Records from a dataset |
··········
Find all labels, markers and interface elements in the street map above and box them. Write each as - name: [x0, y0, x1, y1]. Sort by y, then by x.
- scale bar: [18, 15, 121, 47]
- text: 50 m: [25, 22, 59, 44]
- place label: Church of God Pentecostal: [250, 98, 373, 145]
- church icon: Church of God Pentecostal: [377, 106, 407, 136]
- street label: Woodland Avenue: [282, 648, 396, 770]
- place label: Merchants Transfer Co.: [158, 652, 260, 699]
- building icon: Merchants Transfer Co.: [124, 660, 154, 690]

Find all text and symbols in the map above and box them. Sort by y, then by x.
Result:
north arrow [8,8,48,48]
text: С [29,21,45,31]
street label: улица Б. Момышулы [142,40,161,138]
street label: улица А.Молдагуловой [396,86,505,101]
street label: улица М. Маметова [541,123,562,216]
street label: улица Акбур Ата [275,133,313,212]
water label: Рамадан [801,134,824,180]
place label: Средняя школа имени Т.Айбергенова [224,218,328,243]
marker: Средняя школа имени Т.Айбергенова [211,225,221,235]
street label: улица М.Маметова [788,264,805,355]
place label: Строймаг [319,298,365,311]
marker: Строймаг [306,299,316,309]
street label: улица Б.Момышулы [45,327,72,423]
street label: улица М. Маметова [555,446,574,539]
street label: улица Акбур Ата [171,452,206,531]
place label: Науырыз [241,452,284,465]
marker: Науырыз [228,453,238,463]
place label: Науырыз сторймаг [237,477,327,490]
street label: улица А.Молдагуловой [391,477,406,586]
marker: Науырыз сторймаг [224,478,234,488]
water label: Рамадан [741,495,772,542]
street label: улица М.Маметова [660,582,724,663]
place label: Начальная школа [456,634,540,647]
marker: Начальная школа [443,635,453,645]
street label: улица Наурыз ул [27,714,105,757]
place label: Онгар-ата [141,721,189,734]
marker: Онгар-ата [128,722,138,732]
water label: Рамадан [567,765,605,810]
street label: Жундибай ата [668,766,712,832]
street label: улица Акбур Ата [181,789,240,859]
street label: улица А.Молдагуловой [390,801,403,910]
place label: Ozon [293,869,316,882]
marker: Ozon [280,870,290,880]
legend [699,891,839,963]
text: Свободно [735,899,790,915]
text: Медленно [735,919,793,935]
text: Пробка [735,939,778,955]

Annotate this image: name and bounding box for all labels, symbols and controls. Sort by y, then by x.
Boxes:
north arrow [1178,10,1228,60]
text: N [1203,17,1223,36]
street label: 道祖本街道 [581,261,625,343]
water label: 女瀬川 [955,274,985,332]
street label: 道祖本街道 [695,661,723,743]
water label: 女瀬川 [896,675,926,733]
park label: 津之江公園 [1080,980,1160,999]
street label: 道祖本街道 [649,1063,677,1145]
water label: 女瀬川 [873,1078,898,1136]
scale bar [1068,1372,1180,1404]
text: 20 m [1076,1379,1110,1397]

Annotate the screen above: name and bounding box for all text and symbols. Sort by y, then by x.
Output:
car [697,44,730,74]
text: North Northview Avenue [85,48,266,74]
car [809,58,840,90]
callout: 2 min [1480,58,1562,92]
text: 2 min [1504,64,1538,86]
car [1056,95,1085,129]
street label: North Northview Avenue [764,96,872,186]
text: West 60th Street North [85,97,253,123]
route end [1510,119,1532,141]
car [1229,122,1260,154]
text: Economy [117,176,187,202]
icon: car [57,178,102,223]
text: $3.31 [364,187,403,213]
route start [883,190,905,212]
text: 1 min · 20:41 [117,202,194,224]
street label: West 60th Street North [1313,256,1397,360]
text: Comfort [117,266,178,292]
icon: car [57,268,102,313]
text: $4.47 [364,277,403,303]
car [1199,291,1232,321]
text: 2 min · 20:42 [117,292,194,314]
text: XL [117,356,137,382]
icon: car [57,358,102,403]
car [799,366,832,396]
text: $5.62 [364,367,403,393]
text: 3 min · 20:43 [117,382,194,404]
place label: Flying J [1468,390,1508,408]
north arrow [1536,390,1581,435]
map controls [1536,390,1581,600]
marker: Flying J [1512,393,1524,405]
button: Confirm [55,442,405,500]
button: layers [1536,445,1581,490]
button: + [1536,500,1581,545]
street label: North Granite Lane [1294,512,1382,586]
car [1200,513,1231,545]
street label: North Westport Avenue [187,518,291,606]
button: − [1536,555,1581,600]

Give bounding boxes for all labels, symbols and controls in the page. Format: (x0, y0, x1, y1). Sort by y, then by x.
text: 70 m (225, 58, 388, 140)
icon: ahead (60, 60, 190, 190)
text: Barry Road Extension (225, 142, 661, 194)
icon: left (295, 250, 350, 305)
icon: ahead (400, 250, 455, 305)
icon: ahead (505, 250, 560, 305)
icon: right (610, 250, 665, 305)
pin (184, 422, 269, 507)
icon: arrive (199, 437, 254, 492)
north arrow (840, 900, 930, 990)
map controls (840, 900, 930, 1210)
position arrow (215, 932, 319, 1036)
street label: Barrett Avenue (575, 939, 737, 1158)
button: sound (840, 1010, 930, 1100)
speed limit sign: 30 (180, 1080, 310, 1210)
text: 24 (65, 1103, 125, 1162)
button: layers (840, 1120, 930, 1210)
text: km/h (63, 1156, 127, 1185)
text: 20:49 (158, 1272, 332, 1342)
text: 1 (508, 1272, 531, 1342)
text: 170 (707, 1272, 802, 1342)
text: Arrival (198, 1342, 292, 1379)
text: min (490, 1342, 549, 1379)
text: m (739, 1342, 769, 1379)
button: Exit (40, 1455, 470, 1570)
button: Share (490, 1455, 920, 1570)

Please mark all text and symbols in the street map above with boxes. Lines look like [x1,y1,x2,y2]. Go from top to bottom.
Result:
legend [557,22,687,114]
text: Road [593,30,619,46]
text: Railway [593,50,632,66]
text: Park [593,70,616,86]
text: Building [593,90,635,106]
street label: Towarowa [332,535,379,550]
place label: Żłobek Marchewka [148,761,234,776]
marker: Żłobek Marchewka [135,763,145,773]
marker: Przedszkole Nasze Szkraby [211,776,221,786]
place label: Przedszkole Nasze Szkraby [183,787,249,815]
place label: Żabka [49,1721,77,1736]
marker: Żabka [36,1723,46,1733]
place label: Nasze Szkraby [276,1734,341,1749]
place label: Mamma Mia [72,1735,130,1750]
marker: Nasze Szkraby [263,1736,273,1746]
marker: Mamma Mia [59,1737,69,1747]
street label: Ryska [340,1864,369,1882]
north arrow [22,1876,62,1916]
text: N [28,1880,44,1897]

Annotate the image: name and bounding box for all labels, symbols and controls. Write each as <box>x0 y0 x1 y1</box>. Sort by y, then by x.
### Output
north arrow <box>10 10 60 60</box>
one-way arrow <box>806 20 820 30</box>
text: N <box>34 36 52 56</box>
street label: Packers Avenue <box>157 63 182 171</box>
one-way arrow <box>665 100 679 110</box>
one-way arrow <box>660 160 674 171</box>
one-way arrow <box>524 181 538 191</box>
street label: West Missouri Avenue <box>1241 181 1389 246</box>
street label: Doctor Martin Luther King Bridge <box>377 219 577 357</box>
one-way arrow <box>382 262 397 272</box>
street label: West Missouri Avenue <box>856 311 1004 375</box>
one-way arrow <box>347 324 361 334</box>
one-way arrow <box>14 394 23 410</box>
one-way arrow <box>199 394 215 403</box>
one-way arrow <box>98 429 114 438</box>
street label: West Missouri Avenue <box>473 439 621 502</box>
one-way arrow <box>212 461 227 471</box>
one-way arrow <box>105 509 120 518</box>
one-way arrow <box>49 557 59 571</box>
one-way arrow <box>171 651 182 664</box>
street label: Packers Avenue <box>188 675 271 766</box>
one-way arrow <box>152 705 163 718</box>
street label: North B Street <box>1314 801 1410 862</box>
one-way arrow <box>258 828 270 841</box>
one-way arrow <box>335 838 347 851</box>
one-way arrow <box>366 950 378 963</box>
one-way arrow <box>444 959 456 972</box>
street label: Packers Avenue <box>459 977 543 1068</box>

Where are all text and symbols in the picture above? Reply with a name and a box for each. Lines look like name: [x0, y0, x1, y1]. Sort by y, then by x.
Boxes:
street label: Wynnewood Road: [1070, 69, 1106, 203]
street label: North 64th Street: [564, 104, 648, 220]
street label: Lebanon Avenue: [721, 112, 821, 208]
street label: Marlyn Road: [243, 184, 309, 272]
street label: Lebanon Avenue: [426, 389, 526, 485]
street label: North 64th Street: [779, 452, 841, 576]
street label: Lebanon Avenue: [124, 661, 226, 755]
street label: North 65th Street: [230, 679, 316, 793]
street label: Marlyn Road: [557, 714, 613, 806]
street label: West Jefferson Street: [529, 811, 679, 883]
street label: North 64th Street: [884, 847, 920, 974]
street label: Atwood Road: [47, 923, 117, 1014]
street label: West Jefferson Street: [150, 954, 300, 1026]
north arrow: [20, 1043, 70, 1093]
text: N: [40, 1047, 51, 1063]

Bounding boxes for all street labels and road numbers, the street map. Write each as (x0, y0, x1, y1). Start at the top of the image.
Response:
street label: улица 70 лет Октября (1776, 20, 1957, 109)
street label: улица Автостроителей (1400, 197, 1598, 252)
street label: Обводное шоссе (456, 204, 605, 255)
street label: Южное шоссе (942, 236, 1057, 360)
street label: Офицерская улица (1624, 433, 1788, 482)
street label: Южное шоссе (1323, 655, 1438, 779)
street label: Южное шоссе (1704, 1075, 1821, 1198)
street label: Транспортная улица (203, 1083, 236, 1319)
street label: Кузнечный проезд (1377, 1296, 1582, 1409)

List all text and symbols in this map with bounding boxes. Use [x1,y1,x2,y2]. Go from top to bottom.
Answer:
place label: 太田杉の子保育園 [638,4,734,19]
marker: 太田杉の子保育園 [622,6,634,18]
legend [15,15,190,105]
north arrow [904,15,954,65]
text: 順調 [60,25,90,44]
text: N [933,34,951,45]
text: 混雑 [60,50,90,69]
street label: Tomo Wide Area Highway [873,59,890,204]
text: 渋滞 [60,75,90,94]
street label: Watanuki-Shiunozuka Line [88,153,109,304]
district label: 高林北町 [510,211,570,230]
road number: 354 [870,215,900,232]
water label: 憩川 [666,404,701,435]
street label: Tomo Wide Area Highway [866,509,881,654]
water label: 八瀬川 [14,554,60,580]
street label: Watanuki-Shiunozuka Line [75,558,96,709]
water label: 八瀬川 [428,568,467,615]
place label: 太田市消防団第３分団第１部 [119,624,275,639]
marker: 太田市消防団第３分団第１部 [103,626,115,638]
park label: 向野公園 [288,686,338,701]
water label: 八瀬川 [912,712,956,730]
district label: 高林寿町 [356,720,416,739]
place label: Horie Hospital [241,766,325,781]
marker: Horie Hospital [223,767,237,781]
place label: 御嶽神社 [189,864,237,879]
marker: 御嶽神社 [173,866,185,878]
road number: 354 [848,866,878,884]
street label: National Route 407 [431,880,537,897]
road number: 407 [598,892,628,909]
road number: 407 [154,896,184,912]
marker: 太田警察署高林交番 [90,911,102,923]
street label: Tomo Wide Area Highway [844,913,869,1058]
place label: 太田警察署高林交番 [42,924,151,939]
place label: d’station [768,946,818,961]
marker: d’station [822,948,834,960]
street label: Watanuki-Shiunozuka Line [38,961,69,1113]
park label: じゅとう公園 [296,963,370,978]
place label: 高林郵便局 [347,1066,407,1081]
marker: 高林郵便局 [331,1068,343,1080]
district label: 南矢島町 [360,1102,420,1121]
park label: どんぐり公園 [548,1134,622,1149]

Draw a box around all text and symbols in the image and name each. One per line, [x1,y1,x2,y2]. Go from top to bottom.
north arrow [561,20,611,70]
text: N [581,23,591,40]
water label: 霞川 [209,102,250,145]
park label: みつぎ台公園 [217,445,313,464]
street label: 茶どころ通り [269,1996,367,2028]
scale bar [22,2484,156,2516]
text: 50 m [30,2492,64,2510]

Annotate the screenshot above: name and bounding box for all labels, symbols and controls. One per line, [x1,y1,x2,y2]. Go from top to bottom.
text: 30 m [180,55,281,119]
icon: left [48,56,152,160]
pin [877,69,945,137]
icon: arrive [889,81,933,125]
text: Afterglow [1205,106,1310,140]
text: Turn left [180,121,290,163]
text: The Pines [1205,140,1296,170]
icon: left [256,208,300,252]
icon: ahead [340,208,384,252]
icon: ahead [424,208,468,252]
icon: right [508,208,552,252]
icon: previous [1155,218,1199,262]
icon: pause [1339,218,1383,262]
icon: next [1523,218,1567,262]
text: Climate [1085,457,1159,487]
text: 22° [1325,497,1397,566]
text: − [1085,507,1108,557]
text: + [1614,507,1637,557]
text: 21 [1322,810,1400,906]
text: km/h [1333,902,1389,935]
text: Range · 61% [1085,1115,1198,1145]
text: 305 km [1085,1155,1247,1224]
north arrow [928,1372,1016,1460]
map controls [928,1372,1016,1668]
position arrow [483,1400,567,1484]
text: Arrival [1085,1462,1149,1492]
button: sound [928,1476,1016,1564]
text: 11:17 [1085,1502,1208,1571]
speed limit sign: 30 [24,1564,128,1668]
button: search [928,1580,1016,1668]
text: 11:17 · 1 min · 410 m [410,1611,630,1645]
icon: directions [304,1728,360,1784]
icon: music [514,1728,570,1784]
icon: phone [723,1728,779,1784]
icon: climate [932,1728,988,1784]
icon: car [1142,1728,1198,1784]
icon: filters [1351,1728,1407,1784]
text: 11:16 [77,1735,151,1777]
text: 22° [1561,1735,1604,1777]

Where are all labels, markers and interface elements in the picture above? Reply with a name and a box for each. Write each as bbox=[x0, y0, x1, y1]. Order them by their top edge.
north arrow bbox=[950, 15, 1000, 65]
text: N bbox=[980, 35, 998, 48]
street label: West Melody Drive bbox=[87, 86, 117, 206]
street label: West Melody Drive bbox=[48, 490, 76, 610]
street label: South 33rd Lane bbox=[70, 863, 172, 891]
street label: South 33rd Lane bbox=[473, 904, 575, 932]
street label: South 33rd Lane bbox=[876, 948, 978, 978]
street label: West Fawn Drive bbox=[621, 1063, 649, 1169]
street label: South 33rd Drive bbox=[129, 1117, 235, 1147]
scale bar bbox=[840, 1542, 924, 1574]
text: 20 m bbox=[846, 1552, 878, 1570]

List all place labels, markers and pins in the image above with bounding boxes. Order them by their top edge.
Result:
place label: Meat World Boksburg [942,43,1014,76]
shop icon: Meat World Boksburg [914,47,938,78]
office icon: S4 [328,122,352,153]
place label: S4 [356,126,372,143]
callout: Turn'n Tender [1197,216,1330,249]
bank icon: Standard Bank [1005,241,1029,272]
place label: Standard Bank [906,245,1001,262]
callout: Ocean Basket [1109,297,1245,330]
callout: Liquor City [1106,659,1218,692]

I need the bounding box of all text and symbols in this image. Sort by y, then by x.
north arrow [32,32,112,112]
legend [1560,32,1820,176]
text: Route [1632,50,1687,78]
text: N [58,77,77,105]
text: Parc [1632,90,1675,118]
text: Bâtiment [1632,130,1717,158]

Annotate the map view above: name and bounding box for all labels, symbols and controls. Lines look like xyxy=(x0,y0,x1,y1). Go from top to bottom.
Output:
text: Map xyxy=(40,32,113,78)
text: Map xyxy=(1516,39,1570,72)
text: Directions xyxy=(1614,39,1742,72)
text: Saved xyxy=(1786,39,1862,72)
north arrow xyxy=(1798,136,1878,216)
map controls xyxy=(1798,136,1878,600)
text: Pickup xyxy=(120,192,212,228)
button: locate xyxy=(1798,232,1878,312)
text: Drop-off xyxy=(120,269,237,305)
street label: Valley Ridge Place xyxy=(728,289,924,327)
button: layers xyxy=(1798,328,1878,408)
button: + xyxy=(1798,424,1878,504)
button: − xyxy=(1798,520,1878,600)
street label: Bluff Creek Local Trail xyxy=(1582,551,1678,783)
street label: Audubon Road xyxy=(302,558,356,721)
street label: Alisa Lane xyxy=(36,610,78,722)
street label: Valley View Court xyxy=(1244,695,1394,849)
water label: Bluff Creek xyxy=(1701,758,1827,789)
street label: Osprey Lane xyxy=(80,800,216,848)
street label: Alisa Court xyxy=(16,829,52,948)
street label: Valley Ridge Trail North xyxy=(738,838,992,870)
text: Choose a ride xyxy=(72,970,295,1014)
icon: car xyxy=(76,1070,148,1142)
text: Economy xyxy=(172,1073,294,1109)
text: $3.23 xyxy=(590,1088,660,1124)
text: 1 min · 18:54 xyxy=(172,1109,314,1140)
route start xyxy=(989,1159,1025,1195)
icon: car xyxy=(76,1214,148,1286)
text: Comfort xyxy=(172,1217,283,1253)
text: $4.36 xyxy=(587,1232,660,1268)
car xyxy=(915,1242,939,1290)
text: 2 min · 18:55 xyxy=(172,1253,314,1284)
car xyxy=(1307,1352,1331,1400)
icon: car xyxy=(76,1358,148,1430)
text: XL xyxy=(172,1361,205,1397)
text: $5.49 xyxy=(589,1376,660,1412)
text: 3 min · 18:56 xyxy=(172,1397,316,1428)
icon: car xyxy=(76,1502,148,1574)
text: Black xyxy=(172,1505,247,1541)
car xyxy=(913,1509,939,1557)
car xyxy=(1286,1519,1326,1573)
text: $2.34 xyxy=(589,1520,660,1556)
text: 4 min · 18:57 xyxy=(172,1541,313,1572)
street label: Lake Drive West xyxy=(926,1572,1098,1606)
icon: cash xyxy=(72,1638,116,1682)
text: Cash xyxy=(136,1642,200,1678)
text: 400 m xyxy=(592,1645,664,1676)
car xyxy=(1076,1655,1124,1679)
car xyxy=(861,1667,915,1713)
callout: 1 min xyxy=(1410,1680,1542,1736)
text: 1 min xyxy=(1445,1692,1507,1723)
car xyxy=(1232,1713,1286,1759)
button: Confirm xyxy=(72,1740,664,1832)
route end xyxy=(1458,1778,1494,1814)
··········
About this task | Scan the data above for the word "Write" and report every line where it is found.

Completed exercise |
Find all labels, markers and interface elements in the street map above and box them. Write each as - name: [x0, y0, x1, y1]. Sort by y, then by x.
Annotate the image: name and bounding box for all labels, symbols and controls. Write each as <box>x0 y0 x1 y1</box>. Sort by y, then by x.
Bounding boxes for all street labels and road numbers, the street map. Write each as (x0, y0, x1, y1). Start at the top of the image.
Where are all labels, markers and interface elements in the picture above? Reply with a name and a box for each. Write each as bbox=[x0, y0, x1, y1]. Order them by their top edge.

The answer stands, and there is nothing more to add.